Unifying Terrain Awareness for the Visually Impaired through Real-Time Semantic Segmentation
Navigational assistance aims to help visually-impaired people to ambulate the environment safely and independently. This topic becomes challenging as it requires detecting a wide variety of scenes to provide higher level assistive awareness. Vision-based technologies with monocular detectors or depth sensors have sprung up within several years of research. These separate approaches have achieved remarkable results with relatively low processing time and have improved the mobility of impaired people to a large extent.
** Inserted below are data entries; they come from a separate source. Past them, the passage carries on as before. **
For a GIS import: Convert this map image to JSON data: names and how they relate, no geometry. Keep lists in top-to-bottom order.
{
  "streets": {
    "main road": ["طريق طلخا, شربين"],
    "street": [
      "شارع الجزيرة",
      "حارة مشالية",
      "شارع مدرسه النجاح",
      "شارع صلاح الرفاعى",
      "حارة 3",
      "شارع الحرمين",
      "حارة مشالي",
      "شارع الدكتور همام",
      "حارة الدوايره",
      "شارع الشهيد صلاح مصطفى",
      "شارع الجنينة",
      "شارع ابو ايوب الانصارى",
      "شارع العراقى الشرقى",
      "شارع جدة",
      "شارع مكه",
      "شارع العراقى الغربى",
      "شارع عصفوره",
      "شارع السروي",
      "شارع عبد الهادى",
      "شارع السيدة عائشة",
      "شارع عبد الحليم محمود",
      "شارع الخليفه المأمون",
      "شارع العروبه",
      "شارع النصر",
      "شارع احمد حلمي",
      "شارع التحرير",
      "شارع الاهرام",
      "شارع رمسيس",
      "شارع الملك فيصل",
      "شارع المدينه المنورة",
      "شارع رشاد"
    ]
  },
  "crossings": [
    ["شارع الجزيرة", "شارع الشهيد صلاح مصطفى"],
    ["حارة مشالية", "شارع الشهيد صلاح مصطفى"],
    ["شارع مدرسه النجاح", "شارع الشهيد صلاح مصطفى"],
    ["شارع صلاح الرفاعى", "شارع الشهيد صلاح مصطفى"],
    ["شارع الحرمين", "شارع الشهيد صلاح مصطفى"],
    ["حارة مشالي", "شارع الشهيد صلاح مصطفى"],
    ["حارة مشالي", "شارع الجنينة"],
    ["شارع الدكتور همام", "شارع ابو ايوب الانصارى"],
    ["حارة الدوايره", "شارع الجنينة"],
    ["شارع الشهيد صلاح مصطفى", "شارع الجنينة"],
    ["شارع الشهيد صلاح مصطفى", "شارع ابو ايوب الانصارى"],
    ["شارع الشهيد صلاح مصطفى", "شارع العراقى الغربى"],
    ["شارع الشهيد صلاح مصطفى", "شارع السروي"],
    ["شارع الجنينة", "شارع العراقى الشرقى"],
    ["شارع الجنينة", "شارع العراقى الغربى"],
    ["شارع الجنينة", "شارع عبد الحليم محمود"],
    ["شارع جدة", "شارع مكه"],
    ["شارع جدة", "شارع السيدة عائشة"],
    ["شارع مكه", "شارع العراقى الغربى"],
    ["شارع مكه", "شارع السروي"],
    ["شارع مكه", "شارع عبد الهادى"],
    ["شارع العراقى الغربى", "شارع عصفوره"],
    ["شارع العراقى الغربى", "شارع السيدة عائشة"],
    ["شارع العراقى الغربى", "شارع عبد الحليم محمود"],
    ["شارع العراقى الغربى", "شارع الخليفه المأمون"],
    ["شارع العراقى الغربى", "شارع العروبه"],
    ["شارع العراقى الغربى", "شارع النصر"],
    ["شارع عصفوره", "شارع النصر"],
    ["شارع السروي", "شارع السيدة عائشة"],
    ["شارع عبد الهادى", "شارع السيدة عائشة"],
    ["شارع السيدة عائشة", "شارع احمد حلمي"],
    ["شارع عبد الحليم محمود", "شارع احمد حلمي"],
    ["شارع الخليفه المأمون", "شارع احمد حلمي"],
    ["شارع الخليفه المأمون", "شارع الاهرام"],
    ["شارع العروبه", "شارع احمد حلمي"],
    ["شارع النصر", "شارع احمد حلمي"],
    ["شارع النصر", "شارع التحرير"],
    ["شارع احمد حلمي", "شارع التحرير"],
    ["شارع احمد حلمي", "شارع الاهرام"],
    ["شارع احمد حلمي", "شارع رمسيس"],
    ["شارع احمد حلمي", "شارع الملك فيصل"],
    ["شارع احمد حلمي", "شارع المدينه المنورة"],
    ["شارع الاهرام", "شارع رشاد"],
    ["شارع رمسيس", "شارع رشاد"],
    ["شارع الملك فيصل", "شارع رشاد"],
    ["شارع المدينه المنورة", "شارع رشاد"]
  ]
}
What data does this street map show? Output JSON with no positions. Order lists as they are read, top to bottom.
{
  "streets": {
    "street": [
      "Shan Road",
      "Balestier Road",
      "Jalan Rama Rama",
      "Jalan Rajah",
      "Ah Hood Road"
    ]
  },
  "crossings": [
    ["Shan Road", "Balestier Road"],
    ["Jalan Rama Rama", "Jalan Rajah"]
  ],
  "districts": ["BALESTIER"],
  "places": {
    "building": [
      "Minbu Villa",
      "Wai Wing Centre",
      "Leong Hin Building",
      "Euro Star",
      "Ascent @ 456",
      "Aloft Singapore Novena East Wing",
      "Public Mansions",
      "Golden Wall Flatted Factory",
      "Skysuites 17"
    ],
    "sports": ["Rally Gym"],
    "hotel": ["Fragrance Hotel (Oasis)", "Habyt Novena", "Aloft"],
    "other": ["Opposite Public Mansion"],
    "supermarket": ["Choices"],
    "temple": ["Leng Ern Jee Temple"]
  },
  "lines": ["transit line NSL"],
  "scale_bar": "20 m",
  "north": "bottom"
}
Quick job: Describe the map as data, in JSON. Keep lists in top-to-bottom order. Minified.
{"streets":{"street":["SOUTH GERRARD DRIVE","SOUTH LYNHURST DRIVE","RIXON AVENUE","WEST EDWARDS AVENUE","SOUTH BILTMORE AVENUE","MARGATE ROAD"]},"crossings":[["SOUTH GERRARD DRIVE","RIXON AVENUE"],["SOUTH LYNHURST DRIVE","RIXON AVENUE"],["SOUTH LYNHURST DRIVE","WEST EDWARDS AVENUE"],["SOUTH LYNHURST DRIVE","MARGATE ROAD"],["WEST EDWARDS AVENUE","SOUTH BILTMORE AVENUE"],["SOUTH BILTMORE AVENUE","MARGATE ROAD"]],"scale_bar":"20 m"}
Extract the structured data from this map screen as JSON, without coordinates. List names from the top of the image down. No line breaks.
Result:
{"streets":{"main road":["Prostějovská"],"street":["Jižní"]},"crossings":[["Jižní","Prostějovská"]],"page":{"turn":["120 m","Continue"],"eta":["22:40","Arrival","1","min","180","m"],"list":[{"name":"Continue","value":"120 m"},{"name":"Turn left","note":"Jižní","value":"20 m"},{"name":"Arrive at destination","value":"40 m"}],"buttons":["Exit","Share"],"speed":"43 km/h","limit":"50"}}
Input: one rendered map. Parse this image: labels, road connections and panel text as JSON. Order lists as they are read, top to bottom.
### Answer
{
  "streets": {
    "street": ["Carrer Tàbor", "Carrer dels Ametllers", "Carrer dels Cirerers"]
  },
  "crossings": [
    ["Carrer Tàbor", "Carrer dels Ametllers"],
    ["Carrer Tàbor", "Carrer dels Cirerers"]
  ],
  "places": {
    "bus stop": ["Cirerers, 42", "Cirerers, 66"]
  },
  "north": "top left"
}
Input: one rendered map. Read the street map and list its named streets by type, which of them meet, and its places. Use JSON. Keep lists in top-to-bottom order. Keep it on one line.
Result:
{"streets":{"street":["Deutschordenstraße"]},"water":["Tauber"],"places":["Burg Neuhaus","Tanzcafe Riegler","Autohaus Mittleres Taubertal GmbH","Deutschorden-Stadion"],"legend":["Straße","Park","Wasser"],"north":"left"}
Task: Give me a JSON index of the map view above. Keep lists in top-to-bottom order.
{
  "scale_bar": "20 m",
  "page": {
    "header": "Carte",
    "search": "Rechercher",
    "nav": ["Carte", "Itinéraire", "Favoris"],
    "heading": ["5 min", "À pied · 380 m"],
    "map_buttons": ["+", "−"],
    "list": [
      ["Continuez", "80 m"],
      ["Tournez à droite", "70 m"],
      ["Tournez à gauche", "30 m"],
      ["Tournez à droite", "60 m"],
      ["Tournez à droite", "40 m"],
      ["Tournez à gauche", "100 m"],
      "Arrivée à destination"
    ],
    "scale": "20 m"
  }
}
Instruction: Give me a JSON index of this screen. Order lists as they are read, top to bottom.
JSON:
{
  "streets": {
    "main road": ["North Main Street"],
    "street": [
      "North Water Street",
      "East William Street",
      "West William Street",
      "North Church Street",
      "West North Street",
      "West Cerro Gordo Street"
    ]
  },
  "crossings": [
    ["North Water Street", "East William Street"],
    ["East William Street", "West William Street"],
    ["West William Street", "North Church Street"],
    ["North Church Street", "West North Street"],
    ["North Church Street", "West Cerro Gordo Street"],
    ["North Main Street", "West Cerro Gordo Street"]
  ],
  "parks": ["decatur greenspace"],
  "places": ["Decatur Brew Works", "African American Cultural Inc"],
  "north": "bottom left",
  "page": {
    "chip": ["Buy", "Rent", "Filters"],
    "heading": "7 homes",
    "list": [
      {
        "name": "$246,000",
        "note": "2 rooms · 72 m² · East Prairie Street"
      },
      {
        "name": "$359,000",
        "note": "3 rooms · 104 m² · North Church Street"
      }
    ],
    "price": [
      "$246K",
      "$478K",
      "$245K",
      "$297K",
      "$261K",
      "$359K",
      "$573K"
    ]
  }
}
However, running all detectors jointly increases the latency and burdens the computational resources. In this paper, we put forward seizing pixel-wise semantic segmentation to cover navigation-related perception needs in a unified way. This is critical not only for the terrain awareness regarding traversable areas, sidewalks, stairs and water hazards, but also for the avoidance of short-range obstacles, fast-approaching pedestrians and vehicles. The core of our unification proposal is a deep architecture, aimed at attaining efficient semantic understanding. We have integrated the approach in a wearable navigation system by incorporating robust depth segmentation. A comprehensive set of experiments prove the qualified accuracy over state-of-the-art methods while maintaining real-time speed. We also present a closed-loop field test involving real visually-impaired users, demonstrating the effectivity and versatility of the assistive framework.